# Problem
Of the entries below, copy only those lines that contain the word "labels".

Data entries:
^^^^

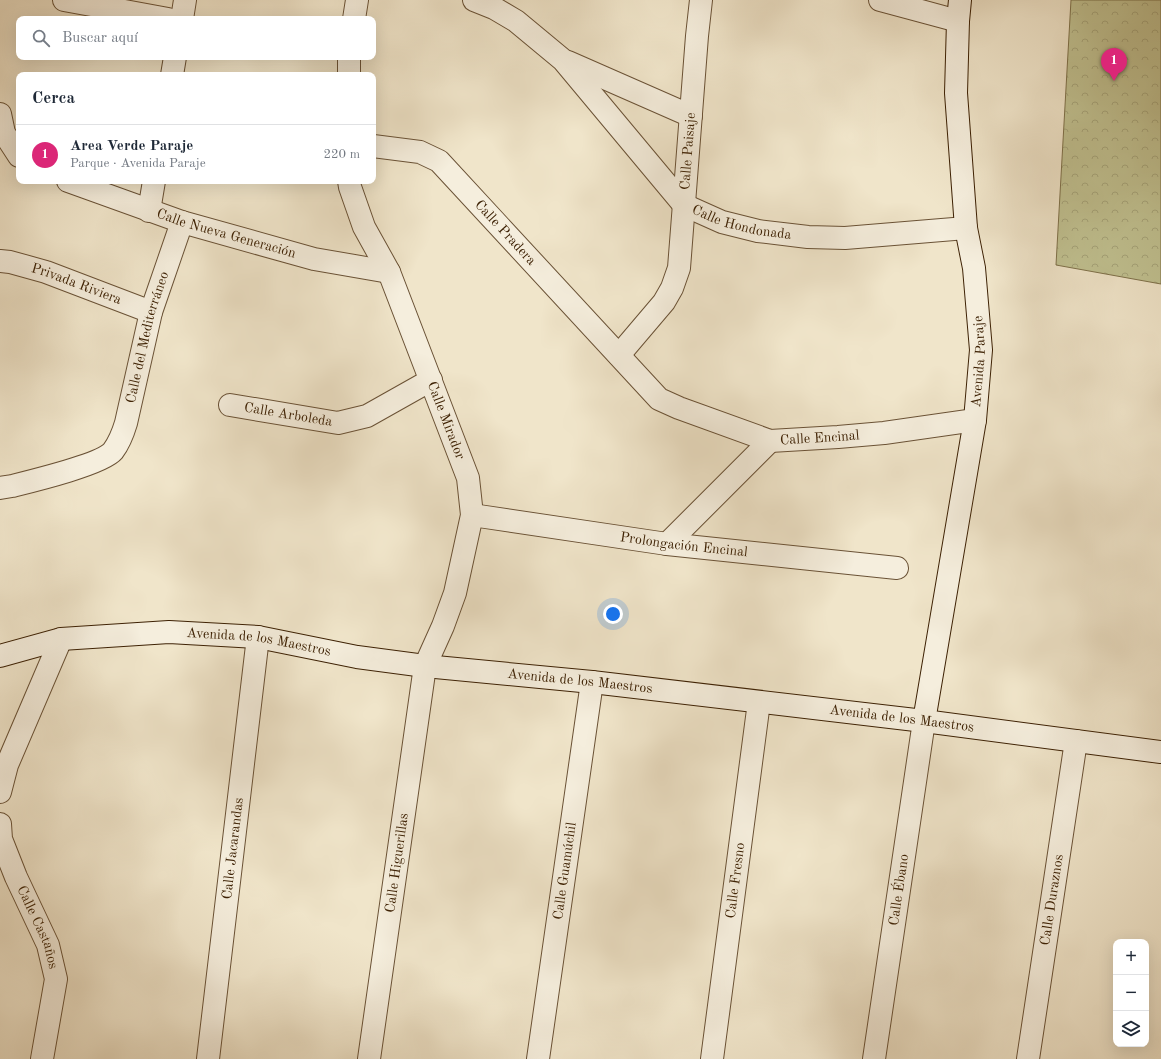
<!DOCTYPE html>
<html lang="es">
<meta charset="utf-8">
<style>
body{margin:0;font-family:"Old Standard TT",serif;background:#f2f2f3;color:#1f2937}
.controls{position:absolute;right:12px;bottom:12px;display:grid;overflow:hidden;border-radius:8px;box-shadow:0 4px 16px #0002}
.controls button{width:36px;height:36px;display:grid;place-items:center;padding:0;border:0;border-bottom:1px solid #e0e1e3;background:#fff;color:#1f2937;font:20px sans-serif}
.you{position:absolute;left:613px;top:614px;width:14px;height:14px;margin:-10px;border:3px solid #fff;border-radius:50%;background:#1a73e8;box-shadow:0 0 0 6px #1a73e833}
.badge{display:grid;place-items:center;width:26px;height:26px;border-radius:50%;background:#db2777;color:#fff;font-size:13px;font-weight:700}
.pin{position:absolute;translate:-50% -33px;filter:drop-shadow(0 1px 2px #0008)}
.pin::after{content:'';position:absolute;top:21px;width:14px;height:12px;background:inherit;clip-path:polygon(0 0,100% 0,50% 100%)}
.list{margin:0;padding:0;list-style:none}
h2{display:flex;justify-content:space-between;align-items:center;height:52px;margin:0;padding:0 16px;font-size:17px}
h2 small{font-size:13px;font-weight:400;color:#747a83}
.list li{display:grid;grid-template-columns:26px 1fr auto;gap:12px;align-items:center;box-sizing:border-box;height:60px;padding:0 16px;border-top:1px solid #e0e1e3}
.list b{display:block;font-size:15px;white-space:nowrap}
.list p{margin:0;font-size:13px;white-space:nowrap;color:#747a83}
.list em{font-size:13px;font-style:normal;color:#747a83}
.icon{flex:none;width:22px;height:22px;fill:none;stroke:currentColor;stroke-width:2;stroke-linecap:round;stroke-linejoin:round}
.map{position:relative;flex:none;width:1161px;height:1059px;overflow:hidden}
.search{position:absolute;background:#fff;box-shadow:0 4px 16px #0002;left:16px;top:16px;width:360px;height:44px;display:flex;align-items:center;gap:10px;box-sizing:border-box;padding:0 14px;border-radius:8px;color:#747a83;font-size:15px}
.panel{position:absolute;background:#fff;box-shadow:0 4px 16px #0002;left:16px;top:72px;width:360px;height:112px;border-radius:8px}
.map>svg:first-child{display:block}
.park{fill:url(#park-crowns);stroke:#7f724b}
.lines{fill:none;stroke-linecap:round;stroke-linejoin:round}
.street-casing{stroke:#6a5236;stroke-width:24}
.secondary-casing{stroke:#3d2104;stroke-width:24}
.street{stroke:#f5eedd;stroke-width:22}
.secondary{stroke:#f5eedd;stroke-width:22}
.labels{text-anchor:middle;dominant-baseline:central;stroke-width:3;stroke-linejoin:round;paint-order:stroke}
.street-label{font-size:14px;fill:#3d2104;stroke:#f5eedd}
</style>
<div class="map">
<svg width="1161" height="1059" viewBox="0 0 1161 1059">
<defs>
<pattern id="park-crowns" width="20" height="18" patternUnits="userSpaceOnUse"><rect width="20" height="18" fill="#c1c292"/><path d="M2 6a3 3 0 1 1 6 0M12 15a3 3 0 1 1 6 0" fill="none" stroke="#a7a67c"/></pattern>
</defs>
<rect width="100%" height="100%" fill="#f0e5ca"/>
<filter id="stains"><feTurbulence type="fractalNoise" baseFrequency=".005" numOctaves="4"/><feColorMatrix values="0 0 0 0 .2 0 0 0 0 .09 0 0 0 0 .02 0 0 0 .5 -.17"/></filter>
<radialGradient id="worn" r=".72"><stop offset=".6" stop-color="#630" stop-opacity="0"/><stop offset="1" stop-color="#630" stop-opacity=".3"/></radialGradient>
<!-- park -->
<polygon class="park" points="1071,0 1161,0 1161,284 1056,265"/>
<g class="lines">
<defs>
<g id="street">
<polyline points="64,0 168,19"/>
<path id="s1" d="M474 0 494 8 516 21 563 60 684 205 722 222 758 231 808 237 845 238 966 228"/>
<polyline points="880,0 958,21"/>
<polyline points="182,19 185,0"/>
<polyline points="354,19 357,0"/>
<polyline points="568,62 691,116"/>
<polyline points="172,75 175,57"/>
<polyline points="349,75 349,57"/>
<polyline points="0,114 4,133 19,156"/>
<path id="s2" d="M373 146 420 152 439 161 659 399 679 408 770 441 838 437 884 433 975 420"/>
<path id="s3" d="M68 181 182 222 314 259 389 272"/>
<path id="s4" d="M349 181 350 187 364 227 389 272 468 478 472 515 455 593 443 626 425 666 369 1059"/>
<polyline points="149,211 154,181"/>
<path id="s5" d="M0 261 10 262 46 272 151 312"/>
<path id="s6" d="M619 355 664 302 672 288 679 268 697 36 701 0"/>
<path id="s7" d="M230 405 338 423 367 416 431 380"/>
<path id="s8" d="M0 488 12 486C32 481 102 464 113 451 119 443 123 433 126 423L151 312 182 222"/>
<path id="s9" d="M472 515 667 544 897 568"/>
<polyline points="667,544 770,441"/>
<polyline points="0,792 7,765 61,639"/>
<path id="s10" d="M0 824 1 839 16 877 48 945 56 979 42 1059"/>
<path id="s11" d="M208 1059 258 637"/>
<path id="s12" d="M538 1059 592 682"/>
<path id="s13" d="M712 1059 759 702"/>
<path id="s14" d="M874 1059 924 721"/>
<path id="s15" d="M1028 1059 1076 741"/>
</g>
<g id="secondary">
<path id="s16" d="M0 656 61 639 169 632 258 637 357 657 425 666 592 682 924 721 1161 752"/>
<path id="s17" d="M924 721 975 420 981 350 974 268 966 228 956 93 958 21 960 0"/>
</g>
</defs>
<!-- street casing -->
<use href="#street" class="street-casing"/>
<!-- secondary casing -->
<use href="#secondary" class="secondary-casing"/>
<!-- street -->
<use href="#street" class="street"/>
<!-- secondary -->
<use href="#secondary" class="secondary"/>
</g>
<g class="labels">
<!-- street labels -->
<g class="street-label">
<text stroke="none"><textPath href="#s6" startOffset="224">Calle Paisaje</textPath></text>
<text stroke="none"><textPath href="#s1" startOffset="358">Calle Hondonada</textPath></text>
<text stroke="none"><textPath href="#s2" startOffset="166">Calle Pradera</textPath></text>
<text stroke="none"><textPath href="#s3" startOffset="167">Calle Nueva Generación</textPath></text>
<text stroke="none"><textPath href="#s5" startOffset="80">Privada Riviera</textPath></text>
<text stroke="none"><textPath href="#s8" startOffset="239">Calle del Mediterráneo</textPath></text>
<text stroke="none"><textPath href="#s17" startOffset="364">Avenida Paraje</textPath></text>
<text stroke="none"><textPath href="#s7" startOffset="59">Calle Arboleda</textPath></text>
<text stroke="none"><textPath href="#s4" startOffset="259">Calle Mirador</textPath></text>
<text stroke="none"><textPath href="#s2" startOffset="561">Calle Encinal</textPath></text>
<text stroke="none"><textPath href="#s9" startOffset="214">Prolongación Encinal</textPath></text>
<text stroke="none"><textPath href="#s16" startOffset="262">Avenida de los Maestros</textPath></text>
<text stroke="none"><textPath href="#s16" startOffset="586">Avenida de los Maestros</textPath></text>
<text stroke="none"><textPath href="#s16" startOffset="910">Avenida de los Maestros</textPath></text>
<text stroke="none"><textPath href="#s11" startOffset="212">Calle Jacarandas</textPath></text>
<text transform="translate(397 863) rotate(-82)">Calle Higuerillas</text>
<text stroke="none"><textPath href="#s12" startOffset="190">Calle Guamúchil</textPath></text>
<text stroke="none"><textPath href="#s13" startOffset="180">Calle Fresno</textPath></text>
<text stroke="none"><textPath href="#s14" startOffset="171">Calle Ébano</textPath></text>
<text stroke="none"><textPath href="#s15" startOffset="161">Calle Duraznos</textPath></text>
<text stroke="none"><textPath href="#s10" startOffset="111">Calle Castaños</textPath></text>
</g>
</g>
<rect width="100%" height="100%" filter="url(#stains)"/>
<rect width="100%" height="100%" fill="url(#worn)"/>
</svg>
<div class="controls">
<button>+</button>
<button>−</button>
<button><svg class="icon" aria-label="layers" viewBox="0 0 24 24"><path d="M12 4l9 5-9 5-9-5zM3 14l9 5 9-5"/></svg></button>
</div>
<div class="you"></div>
<div class="pin badge" style="left:1114px;top:81px">1</div>
<div class="search"><svg class="icon" aria-label="search" viewBox="0 0 24 24"><circle cx="10" cy="10" r="6"/><path d="M15 15l6 6"/></svg>Buscar aquí</div>
<section class="panel">
<h2>Cerca<small></small></h2>
<ul class="list">
<li><span class="badge">1</span><div><b>Area Verde Paraje</b><p>Parque · Avenida Paraje</p></div><em>220 m</em></li>
</ul>
</section>
</div>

^^^^

# Solution to the exercise
.labels{text-anchor:middle;dominant-baseline:central;stroke-width:3;stroke-linejoin:round;paint-order:stroke}
<g class="labels">
<!-- street labels -->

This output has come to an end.